Recent studies highlight the significant role of the gut microbiome in modulating fish growth and nutrient metabolism. Herein, we hypothesize that genetic selection influences gut microbial composition. To explore this, fish were obtained from a breeding program for rainbow trout at the National Center for Cool and Cold-Water Aquaculture (NCCCWA), developed in 2002, that initially selected for growth before shifting to muscle yield. Our study investigates gut microbiome dynamics across fish families selected for fillet yield, using samples from the 2020-year class (3rd-generation families from high (ARS-FY-H) or low (ARS-FY-L) fillet yield genetic lines).
Fecal samples from 60 high-yield (ARS-FY-H) and 58 low-yield (ARS-FY-L) fish were analyzed through shotgun metagenomic sequencing to identify microbial taxa linked to fillet yield, body weight, condition factor, omega-3, fillet color, muscle fiber size, and density.

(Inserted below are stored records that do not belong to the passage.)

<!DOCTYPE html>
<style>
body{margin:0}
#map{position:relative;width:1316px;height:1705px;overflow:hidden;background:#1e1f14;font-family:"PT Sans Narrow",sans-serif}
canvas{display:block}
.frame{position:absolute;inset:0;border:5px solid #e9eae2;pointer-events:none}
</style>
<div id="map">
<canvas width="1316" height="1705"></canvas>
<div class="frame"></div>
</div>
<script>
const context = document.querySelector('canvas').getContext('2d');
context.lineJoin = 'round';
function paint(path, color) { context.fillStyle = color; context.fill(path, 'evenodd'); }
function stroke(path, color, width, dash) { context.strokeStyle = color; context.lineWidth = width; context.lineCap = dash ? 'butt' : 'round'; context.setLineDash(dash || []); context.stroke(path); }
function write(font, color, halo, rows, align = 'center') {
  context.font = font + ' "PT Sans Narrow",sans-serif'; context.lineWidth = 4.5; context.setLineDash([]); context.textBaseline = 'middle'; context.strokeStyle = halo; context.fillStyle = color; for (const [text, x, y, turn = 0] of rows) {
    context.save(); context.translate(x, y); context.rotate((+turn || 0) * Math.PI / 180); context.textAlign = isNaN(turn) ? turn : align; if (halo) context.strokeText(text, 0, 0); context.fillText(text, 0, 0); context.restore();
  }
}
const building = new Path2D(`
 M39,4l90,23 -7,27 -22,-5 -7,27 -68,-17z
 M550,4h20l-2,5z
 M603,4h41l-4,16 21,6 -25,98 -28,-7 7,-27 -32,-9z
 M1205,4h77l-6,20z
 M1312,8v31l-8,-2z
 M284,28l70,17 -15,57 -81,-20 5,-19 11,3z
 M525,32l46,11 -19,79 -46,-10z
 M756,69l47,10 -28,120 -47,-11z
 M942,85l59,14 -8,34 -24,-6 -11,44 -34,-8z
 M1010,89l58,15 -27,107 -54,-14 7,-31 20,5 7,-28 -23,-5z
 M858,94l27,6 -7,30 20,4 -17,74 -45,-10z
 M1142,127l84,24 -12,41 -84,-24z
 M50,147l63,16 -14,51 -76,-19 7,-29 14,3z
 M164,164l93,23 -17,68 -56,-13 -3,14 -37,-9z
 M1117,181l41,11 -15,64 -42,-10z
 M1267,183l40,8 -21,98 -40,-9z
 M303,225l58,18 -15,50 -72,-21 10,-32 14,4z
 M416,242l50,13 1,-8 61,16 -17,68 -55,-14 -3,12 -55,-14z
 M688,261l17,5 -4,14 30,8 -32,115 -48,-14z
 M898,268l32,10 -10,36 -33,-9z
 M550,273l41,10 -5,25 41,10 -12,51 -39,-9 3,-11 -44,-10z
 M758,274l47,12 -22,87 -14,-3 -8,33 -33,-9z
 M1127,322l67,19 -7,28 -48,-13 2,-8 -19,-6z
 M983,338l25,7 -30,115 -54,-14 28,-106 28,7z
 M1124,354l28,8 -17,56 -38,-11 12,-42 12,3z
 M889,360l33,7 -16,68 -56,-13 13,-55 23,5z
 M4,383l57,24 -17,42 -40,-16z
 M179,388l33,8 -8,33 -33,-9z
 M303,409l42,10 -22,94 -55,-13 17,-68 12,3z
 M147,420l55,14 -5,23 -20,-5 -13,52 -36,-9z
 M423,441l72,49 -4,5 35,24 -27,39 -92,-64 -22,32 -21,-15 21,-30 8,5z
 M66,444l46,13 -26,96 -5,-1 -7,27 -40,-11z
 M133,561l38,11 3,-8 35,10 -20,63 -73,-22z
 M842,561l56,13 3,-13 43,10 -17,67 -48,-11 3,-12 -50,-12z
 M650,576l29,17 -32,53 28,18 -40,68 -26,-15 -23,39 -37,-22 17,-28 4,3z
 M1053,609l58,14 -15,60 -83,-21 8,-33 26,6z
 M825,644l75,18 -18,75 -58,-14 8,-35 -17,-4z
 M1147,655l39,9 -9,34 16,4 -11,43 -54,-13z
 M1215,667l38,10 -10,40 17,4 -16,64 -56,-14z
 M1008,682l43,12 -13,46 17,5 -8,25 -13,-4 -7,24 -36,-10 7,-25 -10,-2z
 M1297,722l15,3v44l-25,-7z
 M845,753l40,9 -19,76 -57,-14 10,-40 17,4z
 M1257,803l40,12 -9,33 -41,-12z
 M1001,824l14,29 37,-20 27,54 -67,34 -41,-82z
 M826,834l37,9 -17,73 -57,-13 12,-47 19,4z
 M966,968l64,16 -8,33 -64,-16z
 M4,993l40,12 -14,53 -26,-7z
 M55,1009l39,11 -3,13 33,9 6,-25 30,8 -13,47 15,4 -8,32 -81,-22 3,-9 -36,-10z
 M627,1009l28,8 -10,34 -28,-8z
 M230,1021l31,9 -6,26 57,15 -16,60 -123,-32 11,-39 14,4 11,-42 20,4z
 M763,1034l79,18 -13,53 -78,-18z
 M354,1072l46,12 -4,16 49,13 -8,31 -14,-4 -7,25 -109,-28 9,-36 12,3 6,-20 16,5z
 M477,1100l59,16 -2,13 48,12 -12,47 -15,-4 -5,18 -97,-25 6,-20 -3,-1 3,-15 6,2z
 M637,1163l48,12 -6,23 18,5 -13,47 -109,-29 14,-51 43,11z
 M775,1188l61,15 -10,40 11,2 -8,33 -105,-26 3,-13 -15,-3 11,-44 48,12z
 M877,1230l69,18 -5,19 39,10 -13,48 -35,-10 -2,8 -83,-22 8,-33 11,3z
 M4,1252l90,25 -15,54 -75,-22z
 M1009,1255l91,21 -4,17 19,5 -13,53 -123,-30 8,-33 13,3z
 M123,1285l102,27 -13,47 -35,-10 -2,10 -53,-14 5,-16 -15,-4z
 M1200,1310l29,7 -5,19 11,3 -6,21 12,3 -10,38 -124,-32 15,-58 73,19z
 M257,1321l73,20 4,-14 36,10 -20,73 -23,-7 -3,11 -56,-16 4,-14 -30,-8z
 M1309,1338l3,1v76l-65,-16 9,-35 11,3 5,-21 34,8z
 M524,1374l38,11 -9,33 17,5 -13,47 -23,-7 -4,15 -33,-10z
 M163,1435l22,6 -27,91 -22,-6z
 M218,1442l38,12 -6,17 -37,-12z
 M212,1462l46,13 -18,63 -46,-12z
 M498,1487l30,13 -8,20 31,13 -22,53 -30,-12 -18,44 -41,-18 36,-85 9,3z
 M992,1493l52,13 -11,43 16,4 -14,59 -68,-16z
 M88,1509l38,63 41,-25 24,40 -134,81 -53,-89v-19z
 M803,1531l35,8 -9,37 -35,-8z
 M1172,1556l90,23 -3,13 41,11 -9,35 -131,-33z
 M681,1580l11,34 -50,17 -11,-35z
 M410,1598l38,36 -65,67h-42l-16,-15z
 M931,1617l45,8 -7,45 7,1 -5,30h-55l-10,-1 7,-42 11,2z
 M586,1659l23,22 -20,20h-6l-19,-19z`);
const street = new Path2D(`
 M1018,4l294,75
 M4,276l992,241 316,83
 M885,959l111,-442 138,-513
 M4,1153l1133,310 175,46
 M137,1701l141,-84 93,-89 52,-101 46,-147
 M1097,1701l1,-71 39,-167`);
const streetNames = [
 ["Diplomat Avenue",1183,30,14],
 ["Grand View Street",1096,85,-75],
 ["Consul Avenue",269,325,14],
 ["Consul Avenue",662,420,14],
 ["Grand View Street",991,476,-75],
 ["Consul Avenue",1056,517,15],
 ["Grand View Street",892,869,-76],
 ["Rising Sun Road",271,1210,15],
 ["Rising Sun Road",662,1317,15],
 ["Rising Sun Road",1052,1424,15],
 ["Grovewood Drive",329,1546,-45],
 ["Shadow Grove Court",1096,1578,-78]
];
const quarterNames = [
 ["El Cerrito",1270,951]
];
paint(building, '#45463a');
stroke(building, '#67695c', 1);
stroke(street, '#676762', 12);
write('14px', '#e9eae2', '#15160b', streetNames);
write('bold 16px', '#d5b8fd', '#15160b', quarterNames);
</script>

Alpha diversity Shannon index revealed that ARS-FY-L fish had greater microbial diversity (P< 0.05), while beta diversity (nMDS) showed minimal clustering for muscle yield genetic lines. However, muscle fiber size comparisons found significant differences in alpha diversity (Shannon index p-value = 0.00314) and moderately distinct beta diversity (bray-curtis, P = 0.028, R2 = 17%). We identified bacterial taxa showing differential abundance between fish belonging to the divergent phenotypes. For example, bacterial taxa such as Corynebacterium variabile and Jeotgalicoccus halotolerans were differentially abundant between red and white fillet color fish groups, possibly contributing to desired reddish fillet pigmentation through probiotic functions and carotenoid production.
In conclusion, shotgun metagenomics identified microbial taxa associated with different phenotypes, which may serve as biomarkers for fillet yield and quality traits in rainbow trout.